Mr Limbrey gave an update of works on the 35-mile canal, half of which has already been restored. Supported by the Heritage Lottery Fund, a substantial new nature reserve had been established at Aston, near Queens Head, Oswestry and choked lengths of the canal in Mid Wales had been dredged.

The lottery programme includes re-watering a derelict length of canal to Crickheath Wharf, the next turning point on the canal, to extend the section connected to the Llangollen Canal by one and a half miles.

Welshpool Town Council is looking to create a nature reserve and several more were needed along the Welsh length of the canal.

Mr Limbrey said the trust was “thrilled to bits” that £210,000 had been raised towards a £300,000 appeal for the replacement of Schoolhouse Bridge and he thanked everyone who had donated money.

Emphasising the popularity of canal sites around the country where people gather to watch the boats, he hoped to see visitors congregate at sites along the Montgomery Canal at Queen’s Head, Llanymynech, Welshpool and Newtown in the future.

He said the canal had more original bridges, locks and aqueducts per mile than most waterways and was famous for its plants and wildlife.

Brian Hogbin, Shropshire Wildlife Trust vice president, spoke about the importance of the canal’s rare flora and fauna, which had made it a European Special Area of Conservation and a Site of Special Scientific Interest.

He described it as “a green corridor of biodiversity”, arguing that the variety of wildlife is what makes the canal special for everyone.
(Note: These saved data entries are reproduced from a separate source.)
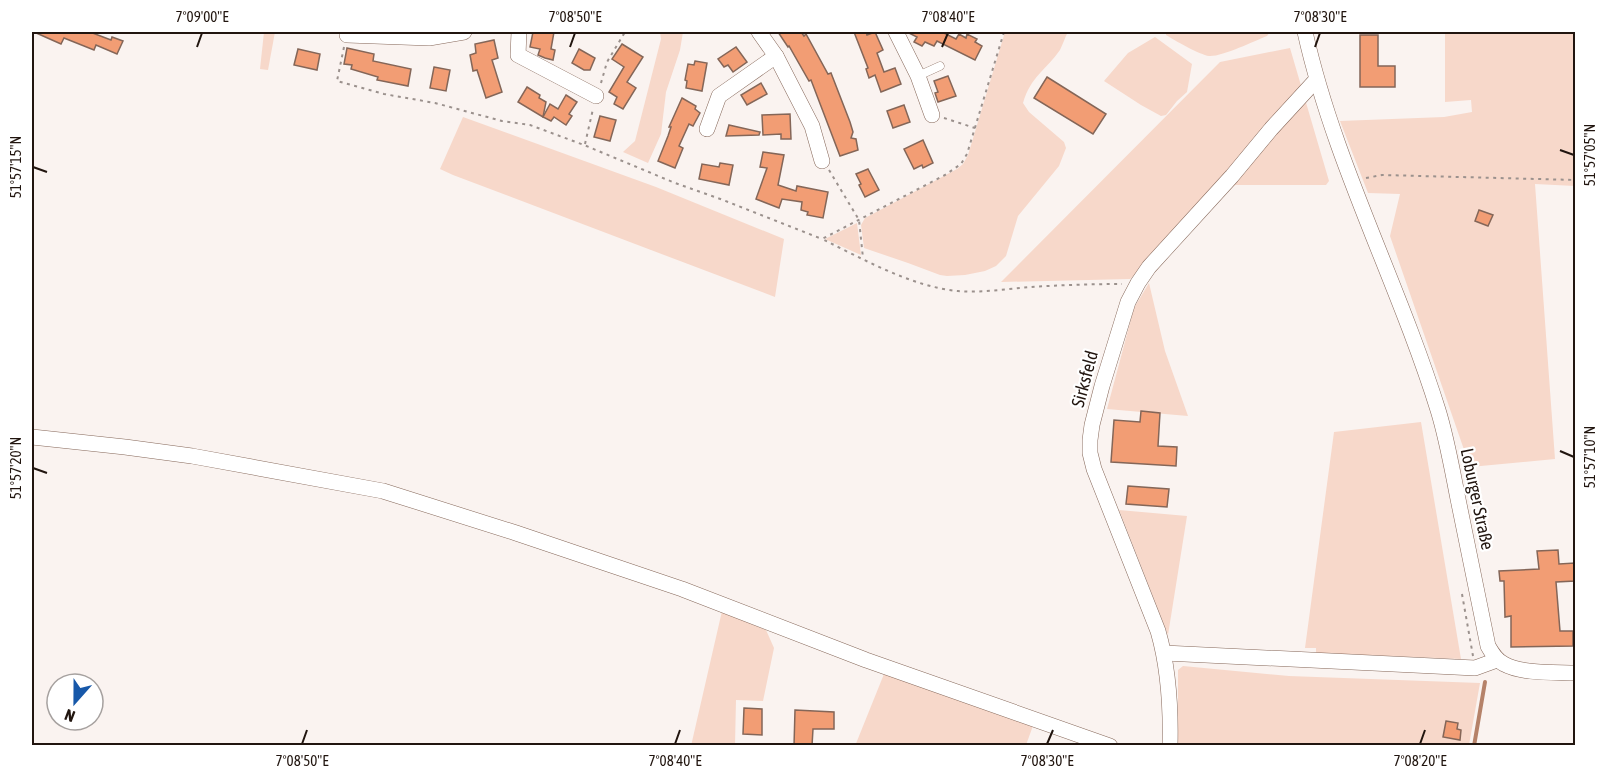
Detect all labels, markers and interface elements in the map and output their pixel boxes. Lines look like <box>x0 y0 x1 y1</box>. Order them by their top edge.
text: 7°09'00"E <box>175 8 229 25</box>
text: 7°08'50"E <box>548 8 602 25</box>
text: 7°08'40"E <box>921 8 975 25</box>
text: 7°08'30"E <box>1293 8 1347 25</box>
text: 51°57'05"N <box>1581 124 1598 186</box>
text: 51°57'15"N <box>7 136 24 198</box>
street label: Sirksfeld <box>1067 348 1102 409</box>
text: 51°57'10"N <box>1581 426 1598 488</box>
text: 51°57'20"N <box>7 437 24 499</box>
street label: Loburger Straße <box>1456 446 1499 552</box>
north arrow <box>45 672 105 732</box>
text: N <box>62 706 77 726</box>
text: 7°08'50"E <box>275 752 329 769</box>
text: 7°08'40"E <box>648 752 702 769</box>
text: 7°08'30"E <box>1020 752 1074 769</box>
text: 7°08'20"E <box>1393 752 1447 769</box>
New reserves are to be built alongside the canal in Mid Wales to compensate for the loss of habitat when the canal is restored.

He stressed he need for the right balance between the needs of boats and the canal wildlife.

Belinda Davenport, of the award-winning Victorian Tearoom, Northwich, spoke about the potential for businesses associated with the canal. She advised businesses to work hard and together on their marketing to give people a reason to visit and return.

In addition to running a busy tea room and organising themed afternoon teas, she ran popular vintage afternoon cruises for groups.

A collection at the forum raised 274.05 which will multiply to nearly £1,400 when pledges by supporters to match the total and Gift Aid are added.

Picture caption:

Could this be a common scene on the restored Montgomery Canal in future?